The analysis revealed there were approximately 166 calls totaling 616 minutes or approximately 10 hours of calls during on-duty hours. His calls cost the government approximately $478.36 based on his hourly salary.
He admitted that he shouldn’t have used government equipment – including a scanner, printer, phone and email – for his own personal gain, but it’s not clear what type of business he was operating or whether he was punished.
Another part of the document trove described the investigation into Joseph Butler, a veteran department employee from Clarkstown, Georgia, who accessed child pornography for years.
According to reports he was able to filter his computer activity and get around filtering software preventing government staff from visiting illicit websites.
More than 70 disturbing images were founded embedded in several Microsoft Word documents that were then saved to his government computer.

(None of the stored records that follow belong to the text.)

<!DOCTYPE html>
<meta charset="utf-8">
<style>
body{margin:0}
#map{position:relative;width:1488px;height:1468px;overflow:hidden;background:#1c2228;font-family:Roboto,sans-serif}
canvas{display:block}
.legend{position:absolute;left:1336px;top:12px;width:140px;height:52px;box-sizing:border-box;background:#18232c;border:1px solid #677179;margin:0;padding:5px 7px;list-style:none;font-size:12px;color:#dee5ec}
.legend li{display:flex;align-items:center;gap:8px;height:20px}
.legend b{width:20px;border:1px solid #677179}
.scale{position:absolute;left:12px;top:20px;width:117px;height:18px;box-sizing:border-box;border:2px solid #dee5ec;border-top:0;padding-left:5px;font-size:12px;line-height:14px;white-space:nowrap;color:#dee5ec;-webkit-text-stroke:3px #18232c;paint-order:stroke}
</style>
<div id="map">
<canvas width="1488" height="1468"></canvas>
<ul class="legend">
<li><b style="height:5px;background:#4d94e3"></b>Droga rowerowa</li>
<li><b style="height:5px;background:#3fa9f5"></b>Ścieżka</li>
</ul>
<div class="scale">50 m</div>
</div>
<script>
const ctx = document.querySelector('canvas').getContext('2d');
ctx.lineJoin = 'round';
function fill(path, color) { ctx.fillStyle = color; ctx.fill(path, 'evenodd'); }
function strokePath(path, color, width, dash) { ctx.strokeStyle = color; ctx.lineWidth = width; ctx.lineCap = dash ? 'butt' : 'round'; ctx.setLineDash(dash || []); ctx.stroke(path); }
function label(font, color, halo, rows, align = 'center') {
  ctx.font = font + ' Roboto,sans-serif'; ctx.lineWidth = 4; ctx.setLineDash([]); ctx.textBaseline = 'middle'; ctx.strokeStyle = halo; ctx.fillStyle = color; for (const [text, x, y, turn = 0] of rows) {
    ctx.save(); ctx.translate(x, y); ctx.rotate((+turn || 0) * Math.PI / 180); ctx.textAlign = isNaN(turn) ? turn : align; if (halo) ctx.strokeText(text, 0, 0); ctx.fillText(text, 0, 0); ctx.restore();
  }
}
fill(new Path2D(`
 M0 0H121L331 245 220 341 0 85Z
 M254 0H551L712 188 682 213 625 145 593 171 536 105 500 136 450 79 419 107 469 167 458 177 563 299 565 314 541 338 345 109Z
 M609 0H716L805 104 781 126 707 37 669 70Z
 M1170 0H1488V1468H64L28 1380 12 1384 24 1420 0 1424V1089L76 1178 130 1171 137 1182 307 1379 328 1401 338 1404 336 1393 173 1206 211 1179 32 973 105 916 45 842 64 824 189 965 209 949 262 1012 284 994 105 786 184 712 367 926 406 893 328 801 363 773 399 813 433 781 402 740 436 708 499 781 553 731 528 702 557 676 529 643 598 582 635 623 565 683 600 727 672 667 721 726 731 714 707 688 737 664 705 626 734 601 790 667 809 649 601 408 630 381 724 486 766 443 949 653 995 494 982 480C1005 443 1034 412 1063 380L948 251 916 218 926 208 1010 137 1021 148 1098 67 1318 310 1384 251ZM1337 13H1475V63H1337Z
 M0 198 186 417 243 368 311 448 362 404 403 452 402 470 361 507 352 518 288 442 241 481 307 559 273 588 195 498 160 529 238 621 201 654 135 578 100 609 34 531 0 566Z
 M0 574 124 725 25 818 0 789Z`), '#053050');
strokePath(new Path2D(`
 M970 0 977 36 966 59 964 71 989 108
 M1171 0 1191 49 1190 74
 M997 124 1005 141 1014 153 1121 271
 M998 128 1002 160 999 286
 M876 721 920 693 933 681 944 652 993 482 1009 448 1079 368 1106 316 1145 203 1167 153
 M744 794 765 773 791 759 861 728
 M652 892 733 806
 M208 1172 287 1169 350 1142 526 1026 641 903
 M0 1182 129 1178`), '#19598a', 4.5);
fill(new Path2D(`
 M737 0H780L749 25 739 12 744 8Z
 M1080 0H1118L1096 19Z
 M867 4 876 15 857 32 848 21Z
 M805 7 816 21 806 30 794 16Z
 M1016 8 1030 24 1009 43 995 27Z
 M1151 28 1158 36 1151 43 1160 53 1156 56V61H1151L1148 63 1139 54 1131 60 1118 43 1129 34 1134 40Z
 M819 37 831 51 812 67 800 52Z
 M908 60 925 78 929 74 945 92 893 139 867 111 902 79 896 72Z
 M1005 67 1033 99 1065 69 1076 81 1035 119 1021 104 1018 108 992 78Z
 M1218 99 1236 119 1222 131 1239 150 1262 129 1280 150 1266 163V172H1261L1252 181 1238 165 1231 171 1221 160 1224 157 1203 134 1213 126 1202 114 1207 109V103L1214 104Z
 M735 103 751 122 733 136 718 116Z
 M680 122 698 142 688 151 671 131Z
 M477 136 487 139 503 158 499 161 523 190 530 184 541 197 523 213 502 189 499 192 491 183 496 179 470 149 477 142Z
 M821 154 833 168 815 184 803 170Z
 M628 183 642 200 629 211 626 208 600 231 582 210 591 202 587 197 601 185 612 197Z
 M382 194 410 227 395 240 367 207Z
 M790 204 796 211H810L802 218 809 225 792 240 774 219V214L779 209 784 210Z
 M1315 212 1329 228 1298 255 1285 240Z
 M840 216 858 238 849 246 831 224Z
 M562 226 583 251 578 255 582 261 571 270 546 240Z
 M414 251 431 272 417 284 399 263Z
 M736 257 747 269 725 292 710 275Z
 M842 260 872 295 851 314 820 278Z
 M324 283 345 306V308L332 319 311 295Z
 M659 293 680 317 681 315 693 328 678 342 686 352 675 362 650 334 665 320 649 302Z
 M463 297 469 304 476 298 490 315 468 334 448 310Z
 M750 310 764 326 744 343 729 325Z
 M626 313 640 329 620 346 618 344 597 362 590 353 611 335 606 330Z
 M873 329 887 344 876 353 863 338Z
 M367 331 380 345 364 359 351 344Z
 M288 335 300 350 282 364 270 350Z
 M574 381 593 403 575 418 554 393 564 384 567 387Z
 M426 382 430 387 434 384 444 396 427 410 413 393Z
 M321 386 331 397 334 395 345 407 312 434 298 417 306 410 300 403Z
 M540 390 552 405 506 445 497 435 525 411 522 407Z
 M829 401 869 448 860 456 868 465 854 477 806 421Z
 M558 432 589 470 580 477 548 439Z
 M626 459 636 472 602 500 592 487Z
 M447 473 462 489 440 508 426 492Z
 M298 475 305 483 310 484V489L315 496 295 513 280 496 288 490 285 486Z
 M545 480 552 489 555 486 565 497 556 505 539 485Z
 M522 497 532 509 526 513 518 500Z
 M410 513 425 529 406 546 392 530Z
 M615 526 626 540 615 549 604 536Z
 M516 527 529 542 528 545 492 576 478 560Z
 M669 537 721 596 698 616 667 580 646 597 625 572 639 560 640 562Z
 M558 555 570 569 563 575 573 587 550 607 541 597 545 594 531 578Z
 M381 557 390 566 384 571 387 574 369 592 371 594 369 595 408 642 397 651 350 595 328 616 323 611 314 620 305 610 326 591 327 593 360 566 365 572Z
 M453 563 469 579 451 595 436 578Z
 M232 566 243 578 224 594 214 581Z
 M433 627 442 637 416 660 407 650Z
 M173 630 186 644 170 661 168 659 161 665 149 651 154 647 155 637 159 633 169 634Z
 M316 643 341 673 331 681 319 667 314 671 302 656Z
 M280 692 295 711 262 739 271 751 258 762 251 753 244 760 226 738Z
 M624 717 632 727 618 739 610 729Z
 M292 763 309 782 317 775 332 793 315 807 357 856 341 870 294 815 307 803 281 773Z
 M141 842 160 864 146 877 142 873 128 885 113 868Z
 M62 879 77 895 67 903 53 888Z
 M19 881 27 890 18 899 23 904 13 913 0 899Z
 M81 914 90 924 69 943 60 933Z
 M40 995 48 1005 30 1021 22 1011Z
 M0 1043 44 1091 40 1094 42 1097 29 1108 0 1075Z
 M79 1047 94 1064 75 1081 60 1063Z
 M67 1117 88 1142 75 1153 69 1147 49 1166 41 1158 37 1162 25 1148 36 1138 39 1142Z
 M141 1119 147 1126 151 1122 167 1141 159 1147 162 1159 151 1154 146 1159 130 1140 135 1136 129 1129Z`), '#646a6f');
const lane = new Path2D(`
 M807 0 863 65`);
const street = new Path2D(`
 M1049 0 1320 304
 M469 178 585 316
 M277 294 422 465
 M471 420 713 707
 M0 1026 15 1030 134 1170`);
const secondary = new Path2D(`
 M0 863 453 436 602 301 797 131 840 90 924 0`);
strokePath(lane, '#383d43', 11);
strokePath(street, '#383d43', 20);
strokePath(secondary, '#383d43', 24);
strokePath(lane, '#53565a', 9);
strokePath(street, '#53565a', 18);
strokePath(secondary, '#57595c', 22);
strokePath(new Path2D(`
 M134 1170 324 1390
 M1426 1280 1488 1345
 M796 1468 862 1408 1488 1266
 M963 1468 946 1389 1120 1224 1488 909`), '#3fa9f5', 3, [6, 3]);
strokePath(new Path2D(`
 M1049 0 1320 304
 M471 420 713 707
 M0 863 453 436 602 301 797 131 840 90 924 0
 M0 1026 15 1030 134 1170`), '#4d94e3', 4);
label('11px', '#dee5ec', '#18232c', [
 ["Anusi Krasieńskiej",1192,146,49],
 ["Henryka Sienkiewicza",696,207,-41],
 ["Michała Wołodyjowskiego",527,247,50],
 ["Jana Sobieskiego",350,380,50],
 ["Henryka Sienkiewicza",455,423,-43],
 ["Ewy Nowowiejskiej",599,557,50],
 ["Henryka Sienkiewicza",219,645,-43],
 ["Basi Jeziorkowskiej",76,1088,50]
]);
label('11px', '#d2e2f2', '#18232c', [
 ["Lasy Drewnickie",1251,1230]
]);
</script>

His Internet browsing history also revealed he had searched for child nudity and pornography.
Butler used his computer to download images onto CD-ROMs, which federal agents found during a search of his home in July 2011. Agents also found graphic stories Butler had written about children.
He is currently serving a 10-year prison sentence. When he is released he will have to sign up to the sex offenders register and completed five years of supervision.
The Department of Education did not comment on the revelations.
However a report in 2015 addressing ‘management challenges’ highlighted ‘repeated problems in IT security and noted increasing threats and vulnerabilities to the Department’s systems and data.’
The document said more steps needed to be taken to make sure federal employees did not breach the database.
One of the factors considered was a two-step authorization process – but it is yet to be implemented.
In September 2013 the Office of the Inspector General – who oversee the Department’s management – warned officials there were weaknesses led to ‘unauthorized accesses to private information.’